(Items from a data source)
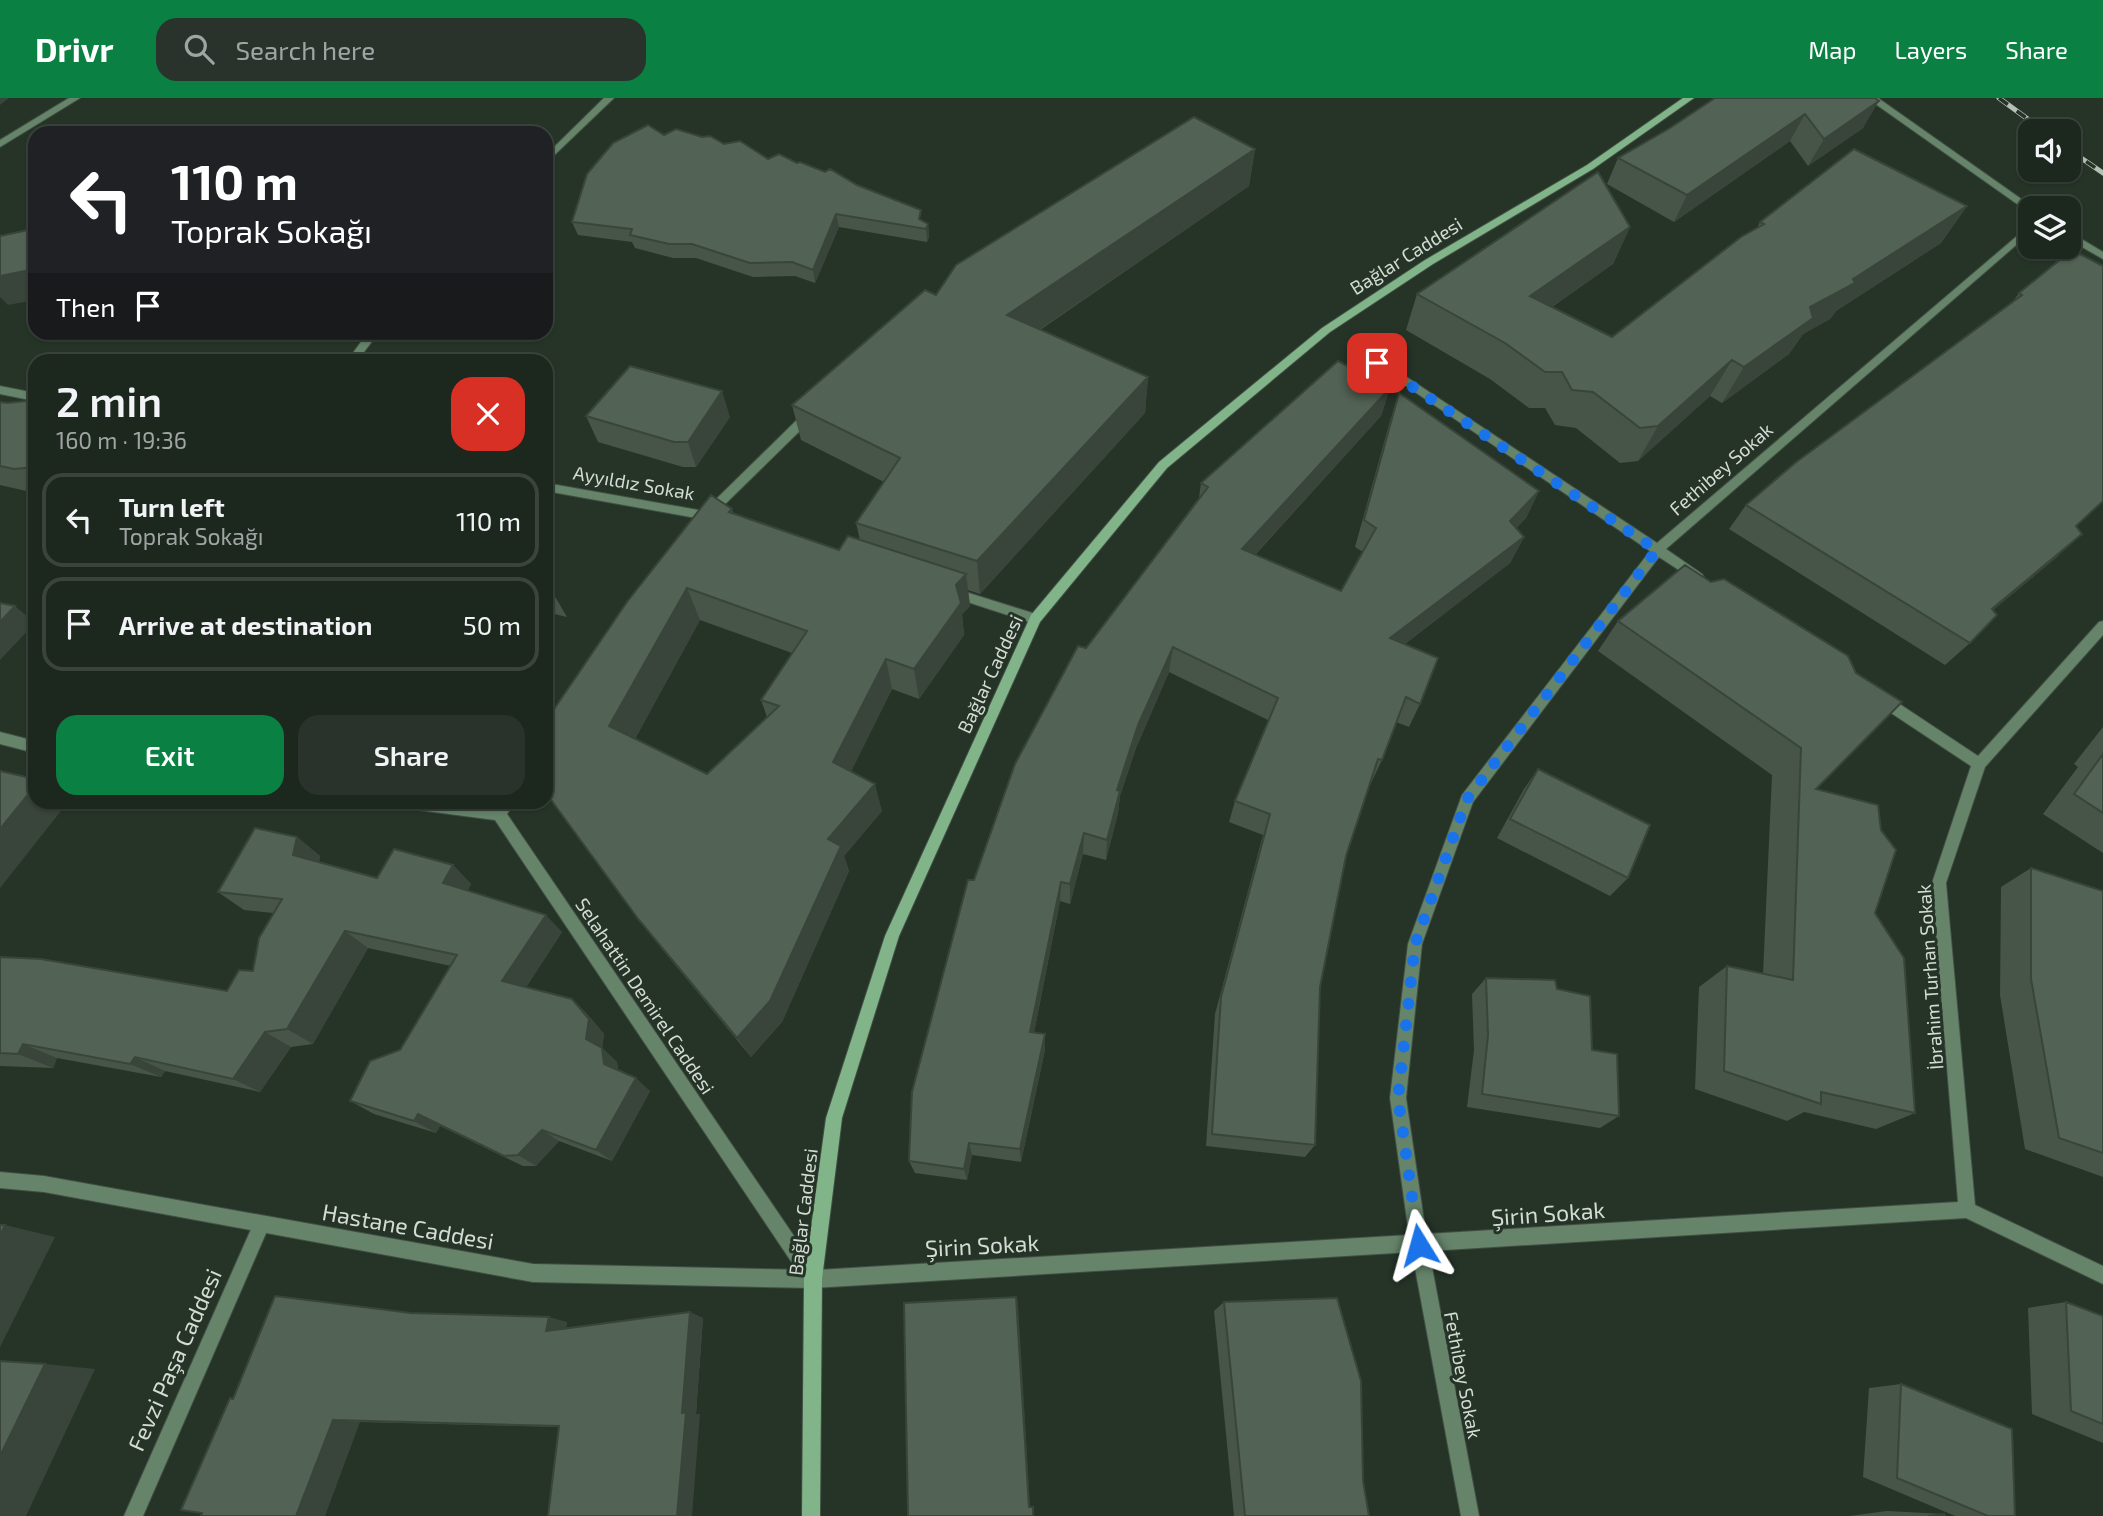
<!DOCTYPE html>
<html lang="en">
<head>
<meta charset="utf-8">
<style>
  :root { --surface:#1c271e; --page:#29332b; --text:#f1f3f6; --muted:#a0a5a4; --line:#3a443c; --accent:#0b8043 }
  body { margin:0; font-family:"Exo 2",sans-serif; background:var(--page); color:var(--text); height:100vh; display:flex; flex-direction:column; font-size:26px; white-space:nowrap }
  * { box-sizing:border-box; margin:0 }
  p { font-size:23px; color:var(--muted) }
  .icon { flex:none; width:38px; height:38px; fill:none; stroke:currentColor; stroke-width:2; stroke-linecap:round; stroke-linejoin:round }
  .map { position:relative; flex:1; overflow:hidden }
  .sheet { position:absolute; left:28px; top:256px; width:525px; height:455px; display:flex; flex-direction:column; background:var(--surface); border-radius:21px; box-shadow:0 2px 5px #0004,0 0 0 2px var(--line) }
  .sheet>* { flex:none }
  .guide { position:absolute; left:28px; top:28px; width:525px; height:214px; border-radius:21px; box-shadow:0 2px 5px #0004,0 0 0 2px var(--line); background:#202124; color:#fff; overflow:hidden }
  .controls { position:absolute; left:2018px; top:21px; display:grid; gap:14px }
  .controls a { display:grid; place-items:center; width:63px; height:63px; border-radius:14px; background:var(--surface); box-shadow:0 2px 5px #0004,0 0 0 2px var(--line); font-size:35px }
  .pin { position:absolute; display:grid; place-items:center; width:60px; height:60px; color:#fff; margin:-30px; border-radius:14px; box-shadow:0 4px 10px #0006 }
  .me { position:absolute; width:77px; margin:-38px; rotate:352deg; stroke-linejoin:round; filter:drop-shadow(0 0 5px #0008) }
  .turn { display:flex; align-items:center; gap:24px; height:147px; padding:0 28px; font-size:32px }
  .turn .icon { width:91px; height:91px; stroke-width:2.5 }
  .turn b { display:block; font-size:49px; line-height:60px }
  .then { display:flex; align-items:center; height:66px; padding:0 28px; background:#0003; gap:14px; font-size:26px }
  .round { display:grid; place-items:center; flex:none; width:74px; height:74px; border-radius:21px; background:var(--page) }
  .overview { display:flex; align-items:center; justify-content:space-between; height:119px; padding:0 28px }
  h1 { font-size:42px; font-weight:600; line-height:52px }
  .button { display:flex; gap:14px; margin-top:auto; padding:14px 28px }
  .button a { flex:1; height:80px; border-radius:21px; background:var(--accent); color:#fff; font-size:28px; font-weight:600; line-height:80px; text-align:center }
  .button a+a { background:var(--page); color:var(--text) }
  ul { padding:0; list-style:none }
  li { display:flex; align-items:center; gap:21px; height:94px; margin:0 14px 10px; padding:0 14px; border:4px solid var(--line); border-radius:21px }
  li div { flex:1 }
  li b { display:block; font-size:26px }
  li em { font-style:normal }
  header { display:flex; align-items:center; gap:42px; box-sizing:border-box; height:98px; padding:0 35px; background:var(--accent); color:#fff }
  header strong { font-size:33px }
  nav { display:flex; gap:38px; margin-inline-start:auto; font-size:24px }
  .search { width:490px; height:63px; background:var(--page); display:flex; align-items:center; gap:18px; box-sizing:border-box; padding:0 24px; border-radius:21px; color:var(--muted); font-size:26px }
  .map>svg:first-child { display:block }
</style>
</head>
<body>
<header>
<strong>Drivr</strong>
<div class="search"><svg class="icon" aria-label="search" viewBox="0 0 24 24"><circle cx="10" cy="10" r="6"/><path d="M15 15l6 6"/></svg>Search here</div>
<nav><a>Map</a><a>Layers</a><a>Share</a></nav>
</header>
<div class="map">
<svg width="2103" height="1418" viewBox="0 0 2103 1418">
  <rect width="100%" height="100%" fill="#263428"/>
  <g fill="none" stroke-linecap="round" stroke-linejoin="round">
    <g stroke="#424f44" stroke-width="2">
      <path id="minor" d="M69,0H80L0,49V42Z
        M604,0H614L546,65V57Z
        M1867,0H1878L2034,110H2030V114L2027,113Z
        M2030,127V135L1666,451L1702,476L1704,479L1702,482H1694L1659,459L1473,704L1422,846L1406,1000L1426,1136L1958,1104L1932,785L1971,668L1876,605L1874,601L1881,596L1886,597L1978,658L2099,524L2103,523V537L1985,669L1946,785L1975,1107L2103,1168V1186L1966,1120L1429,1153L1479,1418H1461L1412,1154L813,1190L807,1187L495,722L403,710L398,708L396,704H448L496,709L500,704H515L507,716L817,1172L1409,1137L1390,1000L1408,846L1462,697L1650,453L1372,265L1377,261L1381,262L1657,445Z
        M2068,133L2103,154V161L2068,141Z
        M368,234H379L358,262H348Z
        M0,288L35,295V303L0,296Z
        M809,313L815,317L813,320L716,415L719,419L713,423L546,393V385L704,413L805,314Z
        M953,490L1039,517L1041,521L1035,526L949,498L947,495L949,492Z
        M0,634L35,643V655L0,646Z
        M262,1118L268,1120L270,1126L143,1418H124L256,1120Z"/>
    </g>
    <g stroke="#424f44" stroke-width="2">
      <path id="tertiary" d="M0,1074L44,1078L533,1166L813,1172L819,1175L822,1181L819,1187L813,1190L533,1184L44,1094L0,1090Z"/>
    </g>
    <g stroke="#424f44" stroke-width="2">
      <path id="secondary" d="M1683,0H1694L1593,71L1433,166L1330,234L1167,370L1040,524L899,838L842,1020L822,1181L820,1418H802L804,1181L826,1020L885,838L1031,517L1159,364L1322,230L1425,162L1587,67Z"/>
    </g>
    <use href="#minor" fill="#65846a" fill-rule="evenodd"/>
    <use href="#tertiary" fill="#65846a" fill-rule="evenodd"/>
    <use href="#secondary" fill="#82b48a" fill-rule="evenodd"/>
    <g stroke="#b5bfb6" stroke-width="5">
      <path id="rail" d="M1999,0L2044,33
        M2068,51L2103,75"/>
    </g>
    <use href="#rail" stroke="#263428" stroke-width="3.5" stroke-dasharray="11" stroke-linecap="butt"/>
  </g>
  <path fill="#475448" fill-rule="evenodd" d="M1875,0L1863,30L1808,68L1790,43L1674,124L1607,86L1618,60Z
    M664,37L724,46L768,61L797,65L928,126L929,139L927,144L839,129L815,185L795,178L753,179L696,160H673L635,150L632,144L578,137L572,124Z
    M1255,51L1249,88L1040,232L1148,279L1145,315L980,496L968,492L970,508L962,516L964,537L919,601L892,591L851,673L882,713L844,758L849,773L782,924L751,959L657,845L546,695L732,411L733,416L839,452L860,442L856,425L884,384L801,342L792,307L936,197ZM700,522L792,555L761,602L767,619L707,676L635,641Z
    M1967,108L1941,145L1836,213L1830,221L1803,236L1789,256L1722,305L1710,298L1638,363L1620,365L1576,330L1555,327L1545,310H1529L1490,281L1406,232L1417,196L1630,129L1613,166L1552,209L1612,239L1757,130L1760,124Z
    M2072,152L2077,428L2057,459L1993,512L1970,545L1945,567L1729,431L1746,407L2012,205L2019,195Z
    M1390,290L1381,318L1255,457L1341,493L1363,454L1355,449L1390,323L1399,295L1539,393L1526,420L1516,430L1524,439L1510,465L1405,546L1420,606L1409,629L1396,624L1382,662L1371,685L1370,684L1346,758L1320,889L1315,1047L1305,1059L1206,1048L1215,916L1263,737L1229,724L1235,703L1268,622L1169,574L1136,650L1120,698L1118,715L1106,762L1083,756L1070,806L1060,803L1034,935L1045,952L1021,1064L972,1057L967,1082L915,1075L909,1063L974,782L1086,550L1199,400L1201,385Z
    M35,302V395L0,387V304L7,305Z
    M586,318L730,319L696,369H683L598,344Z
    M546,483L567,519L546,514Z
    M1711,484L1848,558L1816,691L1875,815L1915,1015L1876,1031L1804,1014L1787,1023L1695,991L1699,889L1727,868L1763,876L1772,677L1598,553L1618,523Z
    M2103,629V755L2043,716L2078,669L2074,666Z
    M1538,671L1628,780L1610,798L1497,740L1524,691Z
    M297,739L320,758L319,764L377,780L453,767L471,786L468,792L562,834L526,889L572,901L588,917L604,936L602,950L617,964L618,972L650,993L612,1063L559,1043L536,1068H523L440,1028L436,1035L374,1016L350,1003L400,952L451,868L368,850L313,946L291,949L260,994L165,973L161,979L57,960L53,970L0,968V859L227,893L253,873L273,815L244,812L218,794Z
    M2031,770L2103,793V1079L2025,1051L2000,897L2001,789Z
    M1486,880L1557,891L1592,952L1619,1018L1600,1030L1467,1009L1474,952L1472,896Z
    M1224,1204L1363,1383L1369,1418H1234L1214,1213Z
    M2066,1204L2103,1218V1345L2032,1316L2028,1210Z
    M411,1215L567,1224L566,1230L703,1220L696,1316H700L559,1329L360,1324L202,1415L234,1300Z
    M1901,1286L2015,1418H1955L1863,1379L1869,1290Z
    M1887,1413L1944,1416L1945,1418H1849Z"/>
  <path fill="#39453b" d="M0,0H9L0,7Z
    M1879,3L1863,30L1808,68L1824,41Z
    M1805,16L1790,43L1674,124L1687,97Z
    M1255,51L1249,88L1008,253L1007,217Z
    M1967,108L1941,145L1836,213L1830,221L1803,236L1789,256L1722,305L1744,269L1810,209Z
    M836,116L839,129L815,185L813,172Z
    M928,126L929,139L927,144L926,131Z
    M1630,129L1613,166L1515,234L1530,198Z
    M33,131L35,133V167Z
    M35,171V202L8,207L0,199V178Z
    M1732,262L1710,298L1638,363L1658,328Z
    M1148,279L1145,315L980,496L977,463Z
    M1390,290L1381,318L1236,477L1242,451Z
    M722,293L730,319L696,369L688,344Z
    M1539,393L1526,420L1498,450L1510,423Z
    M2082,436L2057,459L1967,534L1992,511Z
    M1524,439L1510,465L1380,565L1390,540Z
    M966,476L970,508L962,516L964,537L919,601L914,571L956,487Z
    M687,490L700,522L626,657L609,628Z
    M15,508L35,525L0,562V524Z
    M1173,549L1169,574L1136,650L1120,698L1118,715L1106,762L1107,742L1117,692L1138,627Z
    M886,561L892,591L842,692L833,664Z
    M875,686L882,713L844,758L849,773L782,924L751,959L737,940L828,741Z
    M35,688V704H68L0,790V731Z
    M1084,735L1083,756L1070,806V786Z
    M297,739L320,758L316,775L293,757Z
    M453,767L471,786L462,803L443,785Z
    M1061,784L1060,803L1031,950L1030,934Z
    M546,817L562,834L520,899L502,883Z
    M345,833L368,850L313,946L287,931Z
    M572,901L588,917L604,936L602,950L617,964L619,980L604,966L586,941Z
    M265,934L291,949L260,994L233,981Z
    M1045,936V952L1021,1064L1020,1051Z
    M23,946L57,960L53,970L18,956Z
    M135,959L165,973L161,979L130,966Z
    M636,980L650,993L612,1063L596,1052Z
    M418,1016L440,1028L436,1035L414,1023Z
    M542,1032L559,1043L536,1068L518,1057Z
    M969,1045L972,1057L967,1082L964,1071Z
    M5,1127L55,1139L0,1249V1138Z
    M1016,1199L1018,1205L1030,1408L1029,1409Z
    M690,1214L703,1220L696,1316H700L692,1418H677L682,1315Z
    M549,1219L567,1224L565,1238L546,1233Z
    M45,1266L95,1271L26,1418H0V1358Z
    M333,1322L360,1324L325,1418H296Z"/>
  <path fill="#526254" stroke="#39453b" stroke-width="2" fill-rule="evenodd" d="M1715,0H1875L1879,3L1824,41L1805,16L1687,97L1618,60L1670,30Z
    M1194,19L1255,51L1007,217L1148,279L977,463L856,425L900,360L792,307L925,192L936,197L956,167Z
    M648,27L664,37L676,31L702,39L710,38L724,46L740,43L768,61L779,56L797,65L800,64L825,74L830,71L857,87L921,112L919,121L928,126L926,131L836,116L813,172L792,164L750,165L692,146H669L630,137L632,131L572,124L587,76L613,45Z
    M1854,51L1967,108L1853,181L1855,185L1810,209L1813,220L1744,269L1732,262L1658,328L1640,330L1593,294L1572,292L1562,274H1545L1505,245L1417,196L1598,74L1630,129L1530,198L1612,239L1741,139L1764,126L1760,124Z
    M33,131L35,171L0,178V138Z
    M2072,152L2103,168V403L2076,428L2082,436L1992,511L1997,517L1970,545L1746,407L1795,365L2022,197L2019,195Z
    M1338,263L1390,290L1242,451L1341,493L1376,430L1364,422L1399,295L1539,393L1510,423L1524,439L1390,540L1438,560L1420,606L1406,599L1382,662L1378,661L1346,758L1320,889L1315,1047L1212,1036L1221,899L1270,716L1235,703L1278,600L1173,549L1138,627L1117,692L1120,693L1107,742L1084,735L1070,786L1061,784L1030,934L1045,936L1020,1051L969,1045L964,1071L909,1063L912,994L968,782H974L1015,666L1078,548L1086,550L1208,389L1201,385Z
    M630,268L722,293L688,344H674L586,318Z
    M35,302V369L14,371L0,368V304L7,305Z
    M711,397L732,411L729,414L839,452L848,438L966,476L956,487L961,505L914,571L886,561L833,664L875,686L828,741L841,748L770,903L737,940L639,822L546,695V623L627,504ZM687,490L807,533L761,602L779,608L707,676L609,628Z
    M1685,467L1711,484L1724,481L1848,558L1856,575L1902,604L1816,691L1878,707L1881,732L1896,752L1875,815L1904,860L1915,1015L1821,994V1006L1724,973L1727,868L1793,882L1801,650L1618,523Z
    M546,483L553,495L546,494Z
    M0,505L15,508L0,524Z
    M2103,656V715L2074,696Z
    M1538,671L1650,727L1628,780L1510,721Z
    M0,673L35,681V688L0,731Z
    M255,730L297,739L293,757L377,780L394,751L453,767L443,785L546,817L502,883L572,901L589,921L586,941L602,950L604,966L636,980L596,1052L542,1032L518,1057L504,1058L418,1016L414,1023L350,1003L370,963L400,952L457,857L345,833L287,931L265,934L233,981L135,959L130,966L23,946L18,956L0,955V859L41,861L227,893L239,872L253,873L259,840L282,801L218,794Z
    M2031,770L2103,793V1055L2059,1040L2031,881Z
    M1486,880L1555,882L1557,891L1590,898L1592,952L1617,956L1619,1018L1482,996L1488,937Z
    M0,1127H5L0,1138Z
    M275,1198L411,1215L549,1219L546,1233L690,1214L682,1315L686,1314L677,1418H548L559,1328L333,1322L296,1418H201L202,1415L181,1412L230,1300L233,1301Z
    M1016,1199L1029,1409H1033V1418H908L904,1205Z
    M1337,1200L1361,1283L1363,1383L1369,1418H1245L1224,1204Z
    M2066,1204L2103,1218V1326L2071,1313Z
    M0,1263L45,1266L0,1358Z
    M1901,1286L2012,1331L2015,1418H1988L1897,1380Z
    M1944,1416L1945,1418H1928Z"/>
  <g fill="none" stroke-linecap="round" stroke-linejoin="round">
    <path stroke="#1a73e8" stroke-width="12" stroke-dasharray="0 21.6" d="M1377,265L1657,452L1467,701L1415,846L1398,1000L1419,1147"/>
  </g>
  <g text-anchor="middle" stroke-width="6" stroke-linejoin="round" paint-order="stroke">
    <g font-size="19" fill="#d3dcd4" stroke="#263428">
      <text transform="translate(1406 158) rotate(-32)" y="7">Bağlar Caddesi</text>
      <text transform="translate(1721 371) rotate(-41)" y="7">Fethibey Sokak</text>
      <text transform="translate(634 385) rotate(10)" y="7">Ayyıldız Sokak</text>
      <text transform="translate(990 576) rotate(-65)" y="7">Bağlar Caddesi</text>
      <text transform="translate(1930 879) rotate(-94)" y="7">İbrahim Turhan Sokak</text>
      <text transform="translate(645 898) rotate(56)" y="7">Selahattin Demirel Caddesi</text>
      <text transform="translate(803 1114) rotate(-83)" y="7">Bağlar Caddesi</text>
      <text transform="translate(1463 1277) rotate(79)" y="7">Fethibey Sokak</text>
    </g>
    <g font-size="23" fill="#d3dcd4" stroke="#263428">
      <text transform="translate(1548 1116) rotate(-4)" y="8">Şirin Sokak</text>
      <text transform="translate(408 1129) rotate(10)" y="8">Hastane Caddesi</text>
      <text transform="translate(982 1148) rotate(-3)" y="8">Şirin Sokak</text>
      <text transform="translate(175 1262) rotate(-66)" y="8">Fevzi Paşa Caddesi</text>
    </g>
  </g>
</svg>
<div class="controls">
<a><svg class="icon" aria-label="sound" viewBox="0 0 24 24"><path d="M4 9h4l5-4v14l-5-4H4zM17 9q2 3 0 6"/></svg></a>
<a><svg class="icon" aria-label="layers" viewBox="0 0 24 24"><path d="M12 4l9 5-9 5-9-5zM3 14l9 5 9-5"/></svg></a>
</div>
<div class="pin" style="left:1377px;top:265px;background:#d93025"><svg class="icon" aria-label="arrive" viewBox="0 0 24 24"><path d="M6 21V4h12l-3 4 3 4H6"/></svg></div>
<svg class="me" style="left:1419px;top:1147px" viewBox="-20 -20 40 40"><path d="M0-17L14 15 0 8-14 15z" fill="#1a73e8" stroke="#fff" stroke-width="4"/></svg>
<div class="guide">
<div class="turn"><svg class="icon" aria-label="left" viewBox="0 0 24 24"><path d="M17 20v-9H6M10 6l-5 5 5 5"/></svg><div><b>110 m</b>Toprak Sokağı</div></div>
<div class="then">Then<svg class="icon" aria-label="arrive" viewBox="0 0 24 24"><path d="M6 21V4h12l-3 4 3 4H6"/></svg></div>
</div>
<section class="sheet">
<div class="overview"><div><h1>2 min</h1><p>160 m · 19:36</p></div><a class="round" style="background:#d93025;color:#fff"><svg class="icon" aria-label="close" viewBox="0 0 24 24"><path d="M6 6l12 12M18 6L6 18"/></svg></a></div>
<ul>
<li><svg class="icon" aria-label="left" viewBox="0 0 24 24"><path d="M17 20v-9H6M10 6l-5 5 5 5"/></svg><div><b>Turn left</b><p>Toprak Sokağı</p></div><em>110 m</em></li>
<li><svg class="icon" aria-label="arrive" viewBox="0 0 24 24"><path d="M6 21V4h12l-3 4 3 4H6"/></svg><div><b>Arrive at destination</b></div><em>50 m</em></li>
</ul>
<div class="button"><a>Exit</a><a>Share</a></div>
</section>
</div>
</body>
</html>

## Exercise instructions
Filter the lines above, keeping each one that contains the string "block".

## Output for this exercise
  .turn b { display:block; font-size:49px; line-height:60px }
  li b { display:block; font-size:26px }
  .map>svg:first-child { display:block }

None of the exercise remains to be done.